On May 25, 2026, the Dutch government prohibited Kyndryl’s proposed acquisition of Solvinity, a Dutch company that operates the digital identification platform (DigiD) used by citizens to access Dutch government services. The decision marks the first prohibition under the Dutch telecom foreign direct investment (FDI) regime.
Background
In November 2025, U.S.-based Kyndryl notified its proposed acquisition of Solvinity to the Bureau Toetsing Investeringen (BTI) for FDI review.[1] The telecom FDI regime is separate from the general Dutch FDI framework[2] and applies where an investor acquires relevant influence over specified telecom-related activities – which are defined widely and include telecom services (telephone, internet access, electronic communications network), internet hubs/nodes, data center (including hosting) services, qualified trust services, or the provision of these services to national and military security agencies – of a Netherlands-based target.
The transaction attracted significant public interest and data ownership concerns – including parliamentary questions, public interest group scrutiny, and media coverage – focused on data security, control, and continuity (“kill-switch”) risks.
The Government followed the BTI’s advice to prohibit the transaction based on its potential risk to public interest. The statutory grounds for “risk to public interest” are broadly worded and include suspected intent to abuse or reduce continuity of the relevant telecom service — in this case trust services. The concern centered around Solvinity’s role in supporting DigiD and the risk that Solvinity’s compliance with certain American laws could compromise the security and continuity of that critical digital infrastructure.[3]
In a letter to Parliament, the relevant minister stated that he saw no alternative but to prohibit the transaction[4]. The timing appears to have been driven in part by the transaction’s impending closing. The letter emphasizes that the Dutch FDI framework is country-neutral, proportionate, risk-based, and directed solely at protecting public interests, and that the Netherlands continues to welcome foreign technology companies.
Implications
The decision confirms that the Netherlands is prepared to use its FDI review powers to block deals that carry public-interest risks, including in digital infrastructure and data-sensitive services. Notably, the investor was a major American company, underscoring that the regime is not reserved for investors from traditionally “high-risk” jurisdictions.

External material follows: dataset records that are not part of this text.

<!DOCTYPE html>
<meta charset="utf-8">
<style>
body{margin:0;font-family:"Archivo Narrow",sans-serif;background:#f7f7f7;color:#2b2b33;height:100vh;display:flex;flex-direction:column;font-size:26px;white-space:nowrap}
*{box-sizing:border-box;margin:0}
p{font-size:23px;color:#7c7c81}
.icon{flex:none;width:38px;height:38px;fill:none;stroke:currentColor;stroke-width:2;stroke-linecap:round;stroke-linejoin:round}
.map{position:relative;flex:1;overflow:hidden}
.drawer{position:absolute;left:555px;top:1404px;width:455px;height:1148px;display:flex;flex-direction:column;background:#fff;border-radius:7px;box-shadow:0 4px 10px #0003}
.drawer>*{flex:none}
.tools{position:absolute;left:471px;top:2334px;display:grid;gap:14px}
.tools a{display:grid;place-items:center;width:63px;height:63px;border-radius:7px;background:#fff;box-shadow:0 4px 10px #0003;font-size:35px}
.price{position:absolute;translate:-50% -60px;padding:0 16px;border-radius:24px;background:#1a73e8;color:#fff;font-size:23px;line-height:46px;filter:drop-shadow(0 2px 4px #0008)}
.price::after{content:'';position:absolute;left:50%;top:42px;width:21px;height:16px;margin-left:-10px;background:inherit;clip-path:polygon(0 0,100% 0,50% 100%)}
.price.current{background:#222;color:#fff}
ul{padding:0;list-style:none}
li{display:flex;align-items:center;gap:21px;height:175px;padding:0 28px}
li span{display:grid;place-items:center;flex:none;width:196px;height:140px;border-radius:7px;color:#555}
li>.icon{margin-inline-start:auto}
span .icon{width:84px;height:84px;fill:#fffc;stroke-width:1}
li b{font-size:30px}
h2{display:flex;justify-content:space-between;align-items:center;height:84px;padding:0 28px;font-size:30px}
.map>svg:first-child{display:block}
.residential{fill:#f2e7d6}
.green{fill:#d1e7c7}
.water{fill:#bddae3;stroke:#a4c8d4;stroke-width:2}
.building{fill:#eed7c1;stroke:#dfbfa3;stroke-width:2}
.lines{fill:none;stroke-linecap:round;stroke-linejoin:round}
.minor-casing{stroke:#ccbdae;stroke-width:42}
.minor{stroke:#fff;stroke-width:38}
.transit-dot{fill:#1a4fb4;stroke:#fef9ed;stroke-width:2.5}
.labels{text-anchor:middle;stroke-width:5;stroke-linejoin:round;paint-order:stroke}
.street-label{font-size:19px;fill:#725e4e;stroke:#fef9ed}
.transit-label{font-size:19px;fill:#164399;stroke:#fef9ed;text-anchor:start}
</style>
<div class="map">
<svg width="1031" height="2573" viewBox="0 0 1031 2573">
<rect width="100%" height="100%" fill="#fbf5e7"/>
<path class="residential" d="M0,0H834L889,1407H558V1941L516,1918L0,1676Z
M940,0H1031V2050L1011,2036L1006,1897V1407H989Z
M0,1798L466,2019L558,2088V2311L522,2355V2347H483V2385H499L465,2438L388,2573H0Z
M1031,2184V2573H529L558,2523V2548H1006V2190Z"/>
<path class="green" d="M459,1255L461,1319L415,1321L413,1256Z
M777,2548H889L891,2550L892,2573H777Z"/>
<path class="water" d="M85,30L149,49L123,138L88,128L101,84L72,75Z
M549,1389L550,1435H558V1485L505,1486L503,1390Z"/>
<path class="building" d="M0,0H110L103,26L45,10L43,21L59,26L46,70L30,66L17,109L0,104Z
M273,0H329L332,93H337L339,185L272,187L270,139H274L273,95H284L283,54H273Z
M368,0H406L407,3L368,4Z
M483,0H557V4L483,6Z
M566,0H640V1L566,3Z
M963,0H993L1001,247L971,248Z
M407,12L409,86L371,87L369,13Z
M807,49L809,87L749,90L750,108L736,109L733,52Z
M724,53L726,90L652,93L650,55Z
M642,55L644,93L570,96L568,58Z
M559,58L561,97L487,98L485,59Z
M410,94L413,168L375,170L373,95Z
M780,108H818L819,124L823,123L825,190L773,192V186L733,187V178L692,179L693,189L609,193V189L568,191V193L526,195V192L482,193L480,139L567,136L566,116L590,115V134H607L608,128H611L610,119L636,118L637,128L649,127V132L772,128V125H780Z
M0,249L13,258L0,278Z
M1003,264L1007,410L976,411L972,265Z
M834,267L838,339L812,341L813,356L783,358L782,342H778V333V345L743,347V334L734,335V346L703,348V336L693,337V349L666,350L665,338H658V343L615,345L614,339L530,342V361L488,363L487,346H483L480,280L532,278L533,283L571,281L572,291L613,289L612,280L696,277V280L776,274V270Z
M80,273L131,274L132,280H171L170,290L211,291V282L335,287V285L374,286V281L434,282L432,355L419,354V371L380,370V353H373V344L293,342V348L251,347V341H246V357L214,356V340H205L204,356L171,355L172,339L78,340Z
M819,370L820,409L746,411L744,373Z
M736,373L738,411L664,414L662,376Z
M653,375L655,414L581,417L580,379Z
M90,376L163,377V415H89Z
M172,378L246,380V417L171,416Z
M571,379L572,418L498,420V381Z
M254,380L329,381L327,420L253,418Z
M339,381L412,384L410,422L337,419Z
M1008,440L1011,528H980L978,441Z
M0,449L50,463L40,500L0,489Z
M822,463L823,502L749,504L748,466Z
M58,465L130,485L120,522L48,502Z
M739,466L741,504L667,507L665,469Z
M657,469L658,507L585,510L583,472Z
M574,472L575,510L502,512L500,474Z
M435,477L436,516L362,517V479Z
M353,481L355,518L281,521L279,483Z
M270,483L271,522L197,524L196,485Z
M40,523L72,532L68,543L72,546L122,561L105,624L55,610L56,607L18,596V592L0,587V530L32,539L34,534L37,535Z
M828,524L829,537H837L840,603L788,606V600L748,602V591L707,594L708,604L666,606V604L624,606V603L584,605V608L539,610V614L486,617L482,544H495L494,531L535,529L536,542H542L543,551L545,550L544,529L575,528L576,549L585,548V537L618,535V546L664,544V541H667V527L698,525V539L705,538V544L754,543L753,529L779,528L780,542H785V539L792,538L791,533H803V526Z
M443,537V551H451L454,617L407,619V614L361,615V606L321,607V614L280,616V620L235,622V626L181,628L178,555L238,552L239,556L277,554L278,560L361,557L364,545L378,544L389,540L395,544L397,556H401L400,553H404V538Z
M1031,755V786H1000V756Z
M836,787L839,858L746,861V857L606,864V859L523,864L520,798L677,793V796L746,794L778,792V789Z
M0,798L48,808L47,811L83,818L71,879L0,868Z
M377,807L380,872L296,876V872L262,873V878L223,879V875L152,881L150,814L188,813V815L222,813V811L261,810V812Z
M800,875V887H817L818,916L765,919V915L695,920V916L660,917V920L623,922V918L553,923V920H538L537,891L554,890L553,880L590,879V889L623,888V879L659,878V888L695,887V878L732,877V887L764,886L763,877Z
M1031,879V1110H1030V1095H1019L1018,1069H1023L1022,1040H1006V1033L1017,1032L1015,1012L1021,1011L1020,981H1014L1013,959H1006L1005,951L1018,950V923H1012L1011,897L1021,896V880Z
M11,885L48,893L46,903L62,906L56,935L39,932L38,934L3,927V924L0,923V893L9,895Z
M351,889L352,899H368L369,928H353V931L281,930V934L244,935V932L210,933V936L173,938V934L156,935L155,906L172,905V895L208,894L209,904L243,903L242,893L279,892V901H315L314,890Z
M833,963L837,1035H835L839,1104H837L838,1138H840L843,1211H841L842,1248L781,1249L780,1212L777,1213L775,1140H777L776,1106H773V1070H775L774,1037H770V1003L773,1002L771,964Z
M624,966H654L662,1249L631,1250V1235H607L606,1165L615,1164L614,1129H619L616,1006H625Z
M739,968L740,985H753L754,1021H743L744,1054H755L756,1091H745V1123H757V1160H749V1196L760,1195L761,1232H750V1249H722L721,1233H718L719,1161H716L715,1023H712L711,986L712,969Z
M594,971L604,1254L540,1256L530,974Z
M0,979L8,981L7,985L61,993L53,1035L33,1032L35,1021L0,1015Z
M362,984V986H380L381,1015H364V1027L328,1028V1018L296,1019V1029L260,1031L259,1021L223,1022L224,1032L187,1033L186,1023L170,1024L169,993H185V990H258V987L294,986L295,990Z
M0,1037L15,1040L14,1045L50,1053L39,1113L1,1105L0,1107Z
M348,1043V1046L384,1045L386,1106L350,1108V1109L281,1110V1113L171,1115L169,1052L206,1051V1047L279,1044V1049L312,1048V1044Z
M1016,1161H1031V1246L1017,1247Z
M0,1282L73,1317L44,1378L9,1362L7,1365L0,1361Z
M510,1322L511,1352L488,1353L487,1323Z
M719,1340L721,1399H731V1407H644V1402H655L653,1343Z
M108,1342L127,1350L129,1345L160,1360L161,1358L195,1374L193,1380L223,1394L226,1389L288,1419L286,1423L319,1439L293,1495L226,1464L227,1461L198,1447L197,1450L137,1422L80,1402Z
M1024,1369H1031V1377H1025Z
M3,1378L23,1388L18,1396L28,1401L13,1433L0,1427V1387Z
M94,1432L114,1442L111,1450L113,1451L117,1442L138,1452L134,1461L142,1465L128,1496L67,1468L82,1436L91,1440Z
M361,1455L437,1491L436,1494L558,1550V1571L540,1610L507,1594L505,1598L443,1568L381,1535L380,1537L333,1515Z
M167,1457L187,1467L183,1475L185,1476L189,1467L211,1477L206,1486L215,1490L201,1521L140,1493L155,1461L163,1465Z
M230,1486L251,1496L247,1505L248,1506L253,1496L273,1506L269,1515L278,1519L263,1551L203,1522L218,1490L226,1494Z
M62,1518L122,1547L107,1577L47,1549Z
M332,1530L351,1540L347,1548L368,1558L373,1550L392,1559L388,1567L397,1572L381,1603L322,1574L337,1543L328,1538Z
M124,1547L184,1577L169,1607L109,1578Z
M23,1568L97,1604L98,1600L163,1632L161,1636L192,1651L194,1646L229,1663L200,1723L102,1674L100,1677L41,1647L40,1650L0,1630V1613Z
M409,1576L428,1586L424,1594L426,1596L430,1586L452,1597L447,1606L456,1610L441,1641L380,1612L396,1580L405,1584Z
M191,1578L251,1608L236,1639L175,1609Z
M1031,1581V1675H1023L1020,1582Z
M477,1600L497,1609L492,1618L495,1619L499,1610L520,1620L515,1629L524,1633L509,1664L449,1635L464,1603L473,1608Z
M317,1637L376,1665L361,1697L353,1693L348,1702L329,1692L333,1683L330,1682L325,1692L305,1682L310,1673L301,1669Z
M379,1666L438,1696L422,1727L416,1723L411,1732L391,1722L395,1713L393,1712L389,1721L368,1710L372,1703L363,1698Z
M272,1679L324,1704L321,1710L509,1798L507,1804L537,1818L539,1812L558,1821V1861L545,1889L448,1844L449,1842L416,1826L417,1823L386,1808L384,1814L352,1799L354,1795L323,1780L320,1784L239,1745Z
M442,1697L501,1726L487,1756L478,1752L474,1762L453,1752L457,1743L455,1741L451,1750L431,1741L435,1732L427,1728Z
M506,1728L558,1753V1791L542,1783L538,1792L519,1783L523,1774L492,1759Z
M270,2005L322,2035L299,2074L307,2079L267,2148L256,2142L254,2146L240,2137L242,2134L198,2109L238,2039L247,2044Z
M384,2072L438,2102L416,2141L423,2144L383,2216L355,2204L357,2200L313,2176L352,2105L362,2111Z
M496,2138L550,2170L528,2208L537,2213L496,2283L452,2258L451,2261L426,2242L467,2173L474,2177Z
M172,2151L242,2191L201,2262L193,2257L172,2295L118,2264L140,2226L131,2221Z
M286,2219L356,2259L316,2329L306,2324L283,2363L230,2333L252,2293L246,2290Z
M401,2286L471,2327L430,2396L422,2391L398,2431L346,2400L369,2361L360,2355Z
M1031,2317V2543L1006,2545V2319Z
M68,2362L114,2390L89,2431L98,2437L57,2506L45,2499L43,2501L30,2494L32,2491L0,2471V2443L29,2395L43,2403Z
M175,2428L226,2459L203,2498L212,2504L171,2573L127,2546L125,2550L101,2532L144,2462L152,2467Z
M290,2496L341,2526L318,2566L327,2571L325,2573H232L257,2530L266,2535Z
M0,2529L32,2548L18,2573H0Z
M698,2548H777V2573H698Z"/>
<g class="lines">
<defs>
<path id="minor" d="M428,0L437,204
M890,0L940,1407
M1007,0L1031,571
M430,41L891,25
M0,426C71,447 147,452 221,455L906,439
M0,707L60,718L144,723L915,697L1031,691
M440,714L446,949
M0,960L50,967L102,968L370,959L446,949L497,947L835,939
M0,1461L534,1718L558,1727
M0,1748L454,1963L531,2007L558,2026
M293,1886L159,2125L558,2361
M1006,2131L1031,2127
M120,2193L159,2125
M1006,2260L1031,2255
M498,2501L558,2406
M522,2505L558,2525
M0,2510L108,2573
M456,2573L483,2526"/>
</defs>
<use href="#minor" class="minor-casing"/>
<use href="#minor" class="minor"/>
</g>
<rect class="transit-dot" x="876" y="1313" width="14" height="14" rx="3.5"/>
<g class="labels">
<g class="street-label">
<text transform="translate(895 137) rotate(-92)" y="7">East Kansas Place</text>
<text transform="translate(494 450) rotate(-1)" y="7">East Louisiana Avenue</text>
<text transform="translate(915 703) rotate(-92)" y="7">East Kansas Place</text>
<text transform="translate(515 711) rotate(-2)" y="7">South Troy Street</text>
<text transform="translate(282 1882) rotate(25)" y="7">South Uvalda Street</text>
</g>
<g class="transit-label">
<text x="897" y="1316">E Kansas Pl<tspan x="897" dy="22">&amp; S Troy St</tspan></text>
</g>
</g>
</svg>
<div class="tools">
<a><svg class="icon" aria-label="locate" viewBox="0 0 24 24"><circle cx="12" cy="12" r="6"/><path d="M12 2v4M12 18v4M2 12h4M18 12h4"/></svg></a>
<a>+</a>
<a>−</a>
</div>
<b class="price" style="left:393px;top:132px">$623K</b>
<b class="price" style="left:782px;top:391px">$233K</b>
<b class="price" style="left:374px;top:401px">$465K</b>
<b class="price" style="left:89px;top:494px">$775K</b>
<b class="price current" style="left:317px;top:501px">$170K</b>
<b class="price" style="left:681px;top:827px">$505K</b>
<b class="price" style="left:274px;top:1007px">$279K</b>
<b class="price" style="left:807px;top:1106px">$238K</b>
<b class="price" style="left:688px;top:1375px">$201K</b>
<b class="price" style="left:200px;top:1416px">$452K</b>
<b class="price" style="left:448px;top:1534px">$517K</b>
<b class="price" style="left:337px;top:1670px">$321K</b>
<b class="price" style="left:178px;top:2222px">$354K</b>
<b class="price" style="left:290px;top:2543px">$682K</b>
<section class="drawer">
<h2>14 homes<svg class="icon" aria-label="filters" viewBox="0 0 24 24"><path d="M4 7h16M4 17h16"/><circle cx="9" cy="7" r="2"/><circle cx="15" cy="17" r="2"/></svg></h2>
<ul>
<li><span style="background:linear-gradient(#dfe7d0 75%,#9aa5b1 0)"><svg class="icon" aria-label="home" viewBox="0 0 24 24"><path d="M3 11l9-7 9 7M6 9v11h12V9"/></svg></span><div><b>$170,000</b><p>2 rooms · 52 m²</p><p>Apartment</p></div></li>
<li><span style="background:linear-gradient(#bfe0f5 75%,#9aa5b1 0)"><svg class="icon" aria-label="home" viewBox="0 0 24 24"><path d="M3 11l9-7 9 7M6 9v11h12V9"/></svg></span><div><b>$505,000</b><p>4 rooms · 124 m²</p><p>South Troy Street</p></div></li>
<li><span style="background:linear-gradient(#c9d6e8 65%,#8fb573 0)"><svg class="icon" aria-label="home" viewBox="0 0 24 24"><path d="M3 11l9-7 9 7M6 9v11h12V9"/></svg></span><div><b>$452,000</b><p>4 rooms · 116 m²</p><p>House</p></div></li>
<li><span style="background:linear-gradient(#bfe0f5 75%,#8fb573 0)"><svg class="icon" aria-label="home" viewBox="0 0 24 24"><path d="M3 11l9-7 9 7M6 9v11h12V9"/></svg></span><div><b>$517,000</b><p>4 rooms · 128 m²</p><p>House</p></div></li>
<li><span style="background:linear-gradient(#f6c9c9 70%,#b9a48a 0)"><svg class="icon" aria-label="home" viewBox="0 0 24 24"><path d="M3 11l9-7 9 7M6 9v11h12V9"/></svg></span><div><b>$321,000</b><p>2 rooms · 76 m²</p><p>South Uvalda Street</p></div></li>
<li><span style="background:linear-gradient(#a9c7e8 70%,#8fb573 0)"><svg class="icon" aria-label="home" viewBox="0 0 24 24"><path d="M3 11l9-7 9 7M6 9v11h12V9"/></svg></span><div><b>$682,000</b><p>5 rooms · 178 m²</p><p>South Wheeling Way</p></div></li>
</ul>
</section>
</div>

Perhaps more significantly, the decision suggests that mitigation commitments may not always suffice. Public sources indicate that remedies were discussed,[5] but ultimately set aside as insufficient to address the identified public-interest concerns.
Takeaway
This prohibition confirms that Digital sovereignty, data control, and operational resilience are increasingly central in Dutch FDI screening. Parties contemplating transactions involving cloud infrastructure, identity systems, trust services, government-facing technology, or other critical digital dependencies should assess Dutch FDI risk early and develop a substantive mitigation strategy, regardless of the investor’s jurisdiction.
[1] The transaction was also reviewed and cleared by the Dutch competition authority under merger control.
[2] For a review of the general Dutch FDI regime, see Cleary Gottlieb, “Dutch Foreign Direct Investment Screening regime enters into force”, July 4, 2023, available here.
[3] State Secretary of Interior and Kingdom Relations, “Government letter – Current status and approach to the Solvinity case”, February 10, 2026, available here.
[4] State Secretary for Economic Affairs and Climate, “Government letter – letter to the Second Chamber of the Staten-General, Decision Investment Screening Solvinity”, May 26, 2026, available here.
[5] State Secretary of Interior and Kingdom Relations, “Government letter – Current status and approach to the Solvinity case”, February 10, 2026, available here.